Distributed Systems Testing: The Lost World

After failing to find good papers about distributed systems testing for many months, yesterday I asked a question in Twitter:

Twitter friends: what papers or frameworks do you recommend regarding distributed systems regression or integration testing techniques?

— Crista Lopes (@cristalopes) January 22, 2016

This got many retweets and some interesting replies, so I’m going to summarize them here. Then I’ll explain a bit more about why I’m interested in this topic.

Interesting Reading Materials

@cristalopes https://t.co/wDrnnAXH1x

— James Pudney (@NotQuiteEuler) January 23, 2016

This is a slide deck giving a great overview about how to test distributed systems, specifically micro-service applications. It presents all levels of testing, from unit to end-to-end testing. Needless to say, my original tweet was about end-to-end-ish techniques. As this slide decks says “Due to the difficulty inherent in writing tests in this style, some teams opt to avoid end-to-end testing completely, in favour of thorough production monitoring and testing directly against the production environment.” OK, things haven’t gotten any better since 1980. But this pointed to some interesting projects I didn’t know about related to specifying test cases, namely Concordion and Gauge. Neat!

Next is a link to an article that seems quite interesting but that is completely locked up, even for me — and I’m inside a University network. See if you have better luck!

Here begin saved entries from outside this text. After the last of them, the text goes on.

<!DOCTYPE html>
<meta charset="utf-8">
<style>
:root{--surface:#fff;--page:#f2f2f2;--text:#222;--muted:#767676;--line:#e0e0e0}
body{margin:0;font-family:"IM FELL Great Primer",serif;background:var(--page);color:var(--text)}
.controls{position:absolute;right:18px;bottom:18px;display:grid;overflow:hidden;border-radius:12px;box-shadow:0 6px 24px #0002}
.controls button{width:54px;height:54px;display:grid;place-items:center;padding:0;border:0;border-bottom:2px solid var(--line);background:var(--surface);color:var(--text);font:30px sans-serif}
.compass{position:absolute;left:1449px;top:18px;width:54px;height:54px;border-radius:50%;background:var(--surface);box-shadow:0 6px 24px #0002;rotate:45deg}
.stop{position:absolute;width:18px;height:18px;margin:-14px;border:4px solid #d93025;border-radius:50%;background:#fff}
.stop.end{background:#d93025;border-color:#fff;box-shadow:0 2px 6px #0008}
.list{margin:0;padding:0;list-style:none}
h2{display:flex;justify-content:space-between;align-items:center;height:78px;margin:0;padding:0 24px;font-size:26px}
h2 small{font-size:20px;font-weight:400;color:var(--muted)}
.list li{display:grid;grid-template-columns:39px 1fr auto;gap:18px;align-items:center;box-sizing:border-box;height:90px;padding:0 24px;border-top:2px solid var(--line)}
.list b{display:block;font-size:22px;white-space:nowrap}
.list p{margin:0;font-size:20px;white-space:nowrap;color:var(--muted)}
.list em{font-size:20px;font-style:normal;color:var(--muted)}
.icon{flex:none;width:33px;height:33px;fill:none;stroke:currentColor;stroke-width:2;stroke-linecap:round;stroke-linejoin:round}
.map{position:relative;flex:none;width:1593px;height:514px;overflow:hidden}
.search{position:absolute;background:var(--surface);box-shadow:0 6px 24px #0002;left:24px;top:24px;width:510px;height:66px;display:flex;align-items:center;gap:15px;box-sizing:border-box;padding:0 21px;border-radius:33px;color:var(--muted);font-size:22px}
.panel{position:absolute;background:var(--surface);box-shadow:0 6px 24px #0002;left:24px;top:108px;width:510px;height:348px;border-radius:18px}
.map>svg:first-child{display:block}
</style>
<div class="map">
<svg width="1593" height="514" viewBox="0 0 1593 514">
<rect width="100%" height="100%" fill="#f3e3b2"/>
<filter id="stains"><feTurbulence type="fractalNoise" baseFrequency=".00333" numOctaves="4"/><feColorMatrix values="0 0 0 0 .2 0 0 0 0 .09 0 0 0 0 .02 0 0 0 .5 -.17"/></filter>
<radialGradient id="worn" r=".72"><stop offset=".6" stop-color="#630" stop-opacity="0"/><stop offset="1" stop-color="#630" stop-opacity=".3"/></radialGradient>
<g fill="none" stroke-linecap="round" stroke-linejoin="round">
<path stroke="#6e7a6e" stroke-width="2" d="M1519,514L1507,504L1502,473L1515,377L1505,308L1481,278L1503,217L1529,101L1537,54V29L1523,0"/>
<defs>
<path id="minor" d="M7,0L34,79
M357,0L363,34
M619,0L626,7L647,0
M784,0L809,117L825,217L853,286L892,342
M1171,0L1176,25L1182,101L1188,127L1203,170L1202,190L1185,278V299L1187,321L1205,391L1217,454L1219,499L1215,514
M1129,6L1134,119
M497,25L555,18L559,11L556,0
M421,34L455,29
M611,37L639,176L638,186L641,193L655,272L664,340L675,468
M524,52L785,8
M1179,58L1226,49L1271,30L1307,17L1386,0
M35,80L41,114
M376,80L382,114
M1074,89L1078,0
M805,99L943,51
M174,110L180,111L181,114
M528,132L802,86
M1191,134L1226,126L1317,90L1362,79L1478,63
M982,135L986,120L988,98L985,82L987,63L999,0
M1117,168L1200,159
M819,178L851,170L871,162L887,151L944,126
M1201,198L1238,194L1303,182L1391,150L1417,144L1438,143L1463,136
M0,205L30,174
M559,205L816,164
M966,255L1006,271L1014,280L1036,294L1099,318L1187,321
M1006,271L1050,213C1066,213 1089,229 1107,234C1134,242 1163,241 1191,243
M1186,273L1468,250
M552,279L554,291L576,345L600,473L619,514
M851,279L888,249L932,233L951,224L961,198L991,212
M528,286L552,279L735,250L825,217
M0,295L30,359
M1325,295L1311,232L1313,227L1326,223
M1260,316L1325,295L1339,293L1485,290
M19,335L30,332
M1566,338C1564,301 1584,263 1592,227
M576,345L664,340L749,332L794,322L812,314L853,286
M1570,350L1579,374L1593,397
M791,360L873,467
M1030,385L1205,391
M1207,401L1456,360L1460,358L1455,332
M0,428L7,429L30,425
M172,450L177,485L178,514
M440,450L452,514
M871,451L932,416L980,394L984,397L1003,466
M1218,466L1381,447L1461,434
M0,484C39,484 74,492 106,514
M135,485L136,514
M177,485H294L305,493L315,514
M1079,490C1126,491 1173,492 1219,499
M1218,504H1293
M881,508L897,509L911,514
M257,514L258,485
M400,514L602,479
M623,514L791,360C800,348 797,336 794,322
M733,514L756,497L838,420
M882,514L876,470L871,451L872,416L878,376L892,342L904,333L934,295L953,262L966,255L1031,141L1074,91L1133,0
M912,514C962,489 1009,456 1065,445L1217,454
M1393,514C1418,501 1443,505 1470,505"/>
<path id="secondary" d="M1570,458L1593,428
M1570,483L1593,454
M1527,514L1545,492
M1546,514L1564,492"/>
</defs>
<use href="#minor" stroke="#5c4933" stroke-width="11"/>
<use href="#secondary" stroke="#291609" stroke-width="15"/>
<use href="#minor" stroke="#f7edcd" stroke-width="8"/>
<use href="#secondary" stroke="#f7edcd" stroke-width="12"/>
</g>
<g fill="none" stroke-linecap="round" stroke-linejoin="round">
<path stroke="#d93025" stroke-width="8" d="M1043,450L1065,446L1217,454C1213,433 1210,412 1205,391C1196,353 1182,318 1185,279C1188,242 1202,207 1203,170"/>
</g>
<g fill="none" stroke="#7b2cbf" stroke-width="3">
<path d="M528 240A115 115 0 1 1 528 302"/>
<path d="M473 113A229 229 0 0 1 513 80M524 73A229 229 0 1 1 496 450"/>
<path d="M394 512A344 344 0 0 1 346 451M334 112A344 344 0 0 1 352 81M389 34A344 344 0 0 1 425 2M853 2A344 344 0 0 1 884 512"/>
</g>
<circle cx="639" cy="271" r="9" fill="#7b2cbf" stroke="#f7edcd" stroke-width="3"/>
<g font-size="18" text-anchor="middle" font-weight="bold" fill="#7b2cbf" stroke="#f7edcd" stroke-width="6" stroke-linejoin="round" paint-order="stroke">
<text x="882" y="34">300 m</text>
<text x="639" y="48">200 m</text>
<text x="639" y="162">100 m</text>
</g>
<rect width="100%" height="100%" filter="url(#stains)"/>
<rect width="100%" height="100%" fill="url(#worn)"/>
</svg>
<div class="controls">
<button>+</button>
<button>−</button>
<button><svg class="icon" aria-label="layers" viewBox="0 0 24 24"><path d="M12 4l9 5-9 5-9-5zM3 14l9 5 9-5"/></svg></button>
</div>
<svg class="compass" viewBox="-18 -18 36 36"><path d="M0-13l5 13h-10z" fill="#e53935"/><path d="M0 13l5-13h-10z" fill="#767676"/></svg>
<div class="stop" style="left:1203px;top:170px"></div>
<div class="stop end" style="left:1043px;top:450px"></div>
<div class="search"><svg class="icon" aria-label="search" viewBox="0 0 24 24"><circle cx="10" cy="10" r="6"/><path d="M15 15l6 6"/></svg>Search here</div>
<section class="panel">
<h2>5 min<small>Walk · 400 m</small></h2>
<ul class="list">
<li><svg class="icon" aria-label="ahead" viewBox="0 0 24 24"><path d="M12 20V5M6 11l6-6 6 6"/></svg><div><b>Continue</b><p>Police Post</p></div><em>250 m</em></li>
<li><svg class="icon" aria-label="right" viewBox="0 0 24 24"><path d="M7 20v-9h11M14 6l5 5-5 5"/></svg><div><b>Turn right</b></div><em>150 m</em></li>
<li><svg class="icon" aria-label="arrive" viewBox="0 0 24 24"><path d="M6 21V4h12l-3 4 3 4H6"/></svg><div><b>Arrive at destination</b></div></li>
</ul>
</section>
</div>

@cristalopes @caitie wrote a great piece about testing distsys in general but its behind a paywall for the moment https://t.co/EGhqA9GuuS

— Mark Allen (@bytemeorg) January 22, 2016

In googling for a copy of this article, which I didn’t find anywhere, I came across this other relevant article also published in the ACM Queue. TL;DR: end-to-end is hard, the article gives some tips. I also came across this other slide deck by Ines Sombra. Similar message: it’s hard, not much out there.

There are a few frameworks based on trace logs, a relatively old technique that glorifies printf as First-Class Citizen Of The Testing Guild:

@cristalopes Something like Google Dapper or Twitter Zipkin to get distributed trace logs.

— Chad Brewbaker (@cbrewbs) January 23, 2016

Links: Dapper and Zipkin.

I found a great paper about the tracing-based technique of testing distributed systems. (Thank god for Academics and our obsession about writing stuff down!)

Further in the academic world,

@leifwalsh @cristalopes @old_sound @SeanTAllen But if you did want to retrofit… you guys familiar with “Shadow”? https://t.co/8lAsKM3FeH

— Will Wilson (@WAWilsonIV) January 23, 2016

Shadow seems to be a network simulator that takes plugins connecting to assorted distributed applications like Tor and Bitcoin. It seems it runs the actual code of those applications as black boxes, which is pretty neat. Here’s the paper about it. It’s black-box, end-to-end testing of the behavior of the application nodes in the presence of assorted network failures.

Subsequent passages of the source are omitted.